CSotD: Covering the News as Sports
Skip to commentsThere’s nothing much new in the commentary on the bombing attempts, though Michael Cavna has a nice roundup of editorial cartoons on the topic.
However, here’s an oddity I came across while poking around in the archives to see how the Wall Street Bombing of 1920 was covered.
Some of what I came across wasn’t terribly surprising. This Nelson Harding piece from the Brooklyn Eagle could have run this week.
Though Harding, a staunch nativist, was not conflicted by the source of the demagogue’s ravings as some conservatives might be today. The bombing, which killed 38 people and wounded quite a few more, came at the tail end of the Red Scare, and, though the bomber was never caught, Harding explained to readers where the threat certainly came from.
(To be fair, the bombing seemed directed at JP Morgan, and, given the number of immigrants in the labor force at the time, it’s not surprising that a lot of labor leaders were not American-born. If you opposed organized labor, it was a baby step to blame immigration.)
However, my exploration took another direction when I got to the New York News and the cartoons of Sidney J. Greene.
Greene’s opinionating was largely subconscious, or, at least, buried in his choices. Rather, he did cartoons-as-coverage.
The News had plenty of photographic coverage, running several pages of on-the-scene photos, starting with Page One the day after the bombing in which they bannered a report they had also run in the Extra edition they put out Thursday afternoon. The French High Commission had received a warning, which seemed, at the time, like a solid lead.
By Saturday, the News not only had a photo from a hospital ward where the wounded were being treated, but had obtained pictures of some of the dead, whom they profiled.
So they didn’t need Greene’s pen-and-ink drawings for technical reasons, as they might have a generation earlier. Rather, the News recognized the value of graphics of all sorts in making the news come alive.
And Greene continued his coverage every day.
Edwin Fischer, an American tennis champion who had sent the aforementioned “warning” from Toronto as well as several postcards to friends warning them to avoid Wall Street, turned out to have a penchant for regularly sending out such things.
He was questioned but then confined to a mental hospital. However, as quickly as he was dismissed upon examination, he had seemed a likely suspect, and having your brother-in-law cite Emma Goldman as an inspiration likely didn’t help.

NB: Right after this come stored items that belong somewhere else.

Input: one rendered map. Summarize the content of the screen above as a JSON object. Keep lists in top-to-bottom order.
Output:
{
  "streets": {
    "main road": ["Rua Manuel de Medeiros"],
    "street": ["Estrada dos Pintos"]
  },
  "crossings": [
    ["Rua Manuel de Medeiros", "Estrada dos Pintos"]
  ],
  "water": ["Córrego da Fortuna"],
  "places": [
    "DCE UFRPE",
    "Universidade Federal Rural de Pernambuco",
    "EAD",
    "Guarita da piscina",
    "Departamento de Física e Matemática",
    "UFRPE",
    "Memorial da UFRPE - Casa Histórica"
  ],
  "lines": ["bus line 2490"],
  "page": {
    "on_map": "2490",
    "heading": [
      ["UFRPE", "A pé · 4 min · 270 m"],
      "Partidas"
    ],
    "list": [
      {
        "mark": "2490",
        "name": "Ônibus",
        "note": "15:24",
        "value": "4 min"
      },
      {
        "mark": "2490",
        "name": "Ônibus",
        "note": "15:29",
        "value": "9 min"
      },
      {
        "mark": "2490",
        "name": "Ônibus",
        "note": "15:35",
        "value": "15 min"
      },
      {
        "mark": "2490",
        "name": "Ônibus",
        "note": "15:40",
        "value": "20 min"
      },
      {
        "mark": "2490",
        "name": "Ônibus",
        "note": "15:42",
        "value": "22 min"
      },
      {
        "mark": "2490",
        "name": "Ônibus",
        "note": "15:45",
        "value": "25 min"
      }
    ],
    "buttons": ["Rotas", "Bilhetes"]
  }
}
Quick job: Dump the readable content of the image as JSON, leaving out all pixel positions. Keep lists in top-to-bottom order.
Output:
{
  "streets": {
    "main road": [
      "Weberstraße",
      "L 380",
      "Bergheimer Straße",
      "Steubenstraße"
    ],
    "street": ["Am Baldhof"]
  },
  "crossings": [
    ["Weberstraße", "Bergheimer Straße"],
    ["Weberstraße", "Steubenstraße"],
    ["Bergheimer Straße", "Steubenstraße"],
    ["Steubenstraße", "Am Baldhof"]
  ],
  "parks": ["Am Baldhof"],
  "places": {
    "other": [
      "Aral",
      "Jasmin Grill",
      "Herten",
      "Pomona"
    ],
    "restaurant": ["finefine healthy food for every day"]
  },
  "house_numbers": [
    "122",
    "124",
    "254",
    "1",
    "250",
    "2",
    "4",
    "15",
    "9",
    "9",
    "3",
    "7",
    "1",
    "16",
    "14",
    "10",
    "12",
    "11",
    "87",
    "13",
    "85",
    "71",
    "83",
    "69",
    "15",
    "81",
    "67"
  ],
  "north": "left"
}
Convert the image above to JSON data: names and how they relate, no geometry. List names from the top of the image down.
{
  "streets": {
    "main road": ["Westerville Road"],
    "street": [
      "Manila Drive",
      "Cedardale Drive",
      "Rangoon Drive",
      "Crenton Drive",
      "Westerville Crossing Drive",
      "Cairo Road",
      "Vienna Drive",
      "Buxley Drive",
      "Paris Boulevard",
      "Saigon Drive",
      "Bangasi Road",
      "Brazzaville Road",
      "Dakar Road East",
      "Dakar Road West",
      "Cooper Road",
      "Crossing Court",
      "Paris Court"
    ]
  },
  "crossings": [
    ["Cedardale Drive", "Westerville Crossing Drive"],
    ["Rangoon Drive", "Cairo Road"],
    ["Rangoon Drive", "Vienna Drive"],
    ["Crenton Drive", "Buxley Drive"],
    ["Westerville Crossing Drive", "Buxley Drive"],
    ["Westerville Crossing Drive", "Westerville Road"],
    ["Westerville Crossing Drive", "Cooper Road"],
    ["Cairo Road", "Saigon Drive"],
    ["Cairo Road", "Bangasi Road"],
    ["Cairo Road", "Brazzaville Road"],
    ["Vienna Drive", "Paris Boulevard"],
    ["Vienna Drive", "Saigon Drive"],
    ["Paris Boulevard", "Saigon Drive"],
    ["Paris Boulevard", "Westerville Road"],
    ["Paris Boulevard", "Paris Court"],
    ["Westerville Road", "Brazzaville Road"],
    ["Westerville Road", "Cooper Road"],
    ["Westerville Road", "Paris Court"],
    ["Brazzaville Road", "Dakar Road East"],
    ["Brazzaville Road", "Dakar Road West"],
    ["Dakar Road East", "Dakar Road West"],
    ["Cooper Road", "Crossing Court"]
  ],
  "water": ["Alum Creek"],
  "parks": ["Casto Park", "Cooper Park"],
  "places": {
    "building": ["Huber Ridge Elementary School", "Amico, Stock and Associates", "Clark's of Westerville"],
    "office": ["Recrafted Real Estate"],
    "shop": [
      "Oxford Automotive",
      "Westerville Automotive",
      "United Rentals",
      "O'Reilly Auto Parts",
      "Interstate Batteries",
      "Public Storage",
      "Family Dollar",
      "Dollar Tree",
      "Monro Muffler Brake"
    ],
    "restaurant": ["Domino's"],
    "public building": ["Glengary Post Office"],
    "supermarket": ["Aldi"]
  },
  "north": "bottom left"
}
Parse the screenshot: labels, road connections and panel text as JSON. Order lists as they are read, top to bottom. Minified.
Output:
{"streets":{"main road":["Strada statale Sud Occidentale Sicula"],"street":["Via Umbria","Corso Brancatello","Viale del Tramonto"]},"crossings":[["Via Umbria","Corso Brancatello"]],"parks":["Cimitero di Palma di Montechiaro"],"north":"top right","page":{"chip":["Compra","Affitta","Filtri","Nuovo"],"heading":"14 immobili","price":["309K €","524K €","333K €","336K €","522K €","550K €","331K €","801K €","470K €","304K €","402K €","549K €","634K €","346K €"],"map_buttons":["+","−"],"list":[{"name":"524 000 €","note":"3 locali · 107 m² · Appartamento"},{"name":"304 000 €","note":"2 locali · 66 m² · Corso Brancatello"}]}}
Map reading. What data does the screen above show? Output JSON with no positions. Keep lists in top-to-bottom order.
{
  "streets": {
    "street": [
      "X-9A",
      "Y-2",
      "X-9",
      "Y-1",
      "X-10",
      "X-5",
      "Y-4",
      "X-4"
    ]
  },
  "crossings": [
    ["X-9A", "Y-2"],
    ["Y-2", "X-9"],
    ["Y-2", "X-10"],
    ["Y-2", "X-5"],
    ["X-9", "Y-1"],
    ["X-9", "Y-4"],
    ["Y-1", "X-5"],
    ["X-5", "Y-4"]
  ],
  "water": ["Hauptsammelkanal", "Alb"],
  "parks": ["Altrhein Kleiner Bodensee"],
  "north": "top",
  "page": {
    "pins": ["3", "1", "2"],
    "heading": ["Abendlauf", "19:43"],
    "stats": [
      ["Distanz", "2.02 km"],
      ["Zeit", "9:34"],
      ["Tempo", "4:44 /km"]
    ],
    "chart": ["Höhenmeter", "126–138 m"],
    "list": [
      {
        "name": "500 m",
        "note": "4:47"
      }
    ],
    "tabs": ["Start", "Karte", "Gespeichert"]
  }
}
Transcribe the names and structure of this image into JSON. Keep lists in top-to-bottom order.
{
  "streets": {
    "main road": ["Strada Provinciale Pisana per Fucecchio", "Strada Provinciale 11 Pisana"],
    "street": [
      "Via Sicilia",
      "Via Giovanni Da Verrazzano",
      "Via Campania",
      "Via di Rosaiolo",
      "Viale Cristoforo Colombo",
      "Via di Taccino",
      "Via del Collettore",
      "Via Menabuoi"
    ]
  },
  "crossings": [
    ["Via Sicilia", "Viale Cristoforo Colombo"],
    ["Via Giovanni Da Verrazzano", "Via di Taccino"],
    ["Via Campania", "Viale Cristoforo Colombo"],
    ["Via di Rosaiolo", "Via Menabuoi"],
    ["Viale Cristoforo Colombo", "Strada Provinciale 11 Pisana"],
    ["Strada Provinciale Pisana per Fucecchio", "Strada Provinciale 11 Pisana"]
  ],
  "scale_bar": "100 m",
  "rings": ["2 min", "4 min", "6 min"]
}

It strikes me as regretable that this style of graphic news coverage never quite caught on. In recent years, we’ve seen editorial cartoonists go to events like presidential conventions and provide sketches, and courtroom artists are a long-time feature, but to have this type of day-to-day coverage seems like a natural, and I’m surprised it never became a staple.
And it was actual reportage, not just a sort of weekend wrap-up, though the reporting was more often in the line of features than of hard news: For instance, when the USS Pennsylvania made a courtesy call to the Big Apple, Fisher went down and did an Ernie-Pyle-style piece.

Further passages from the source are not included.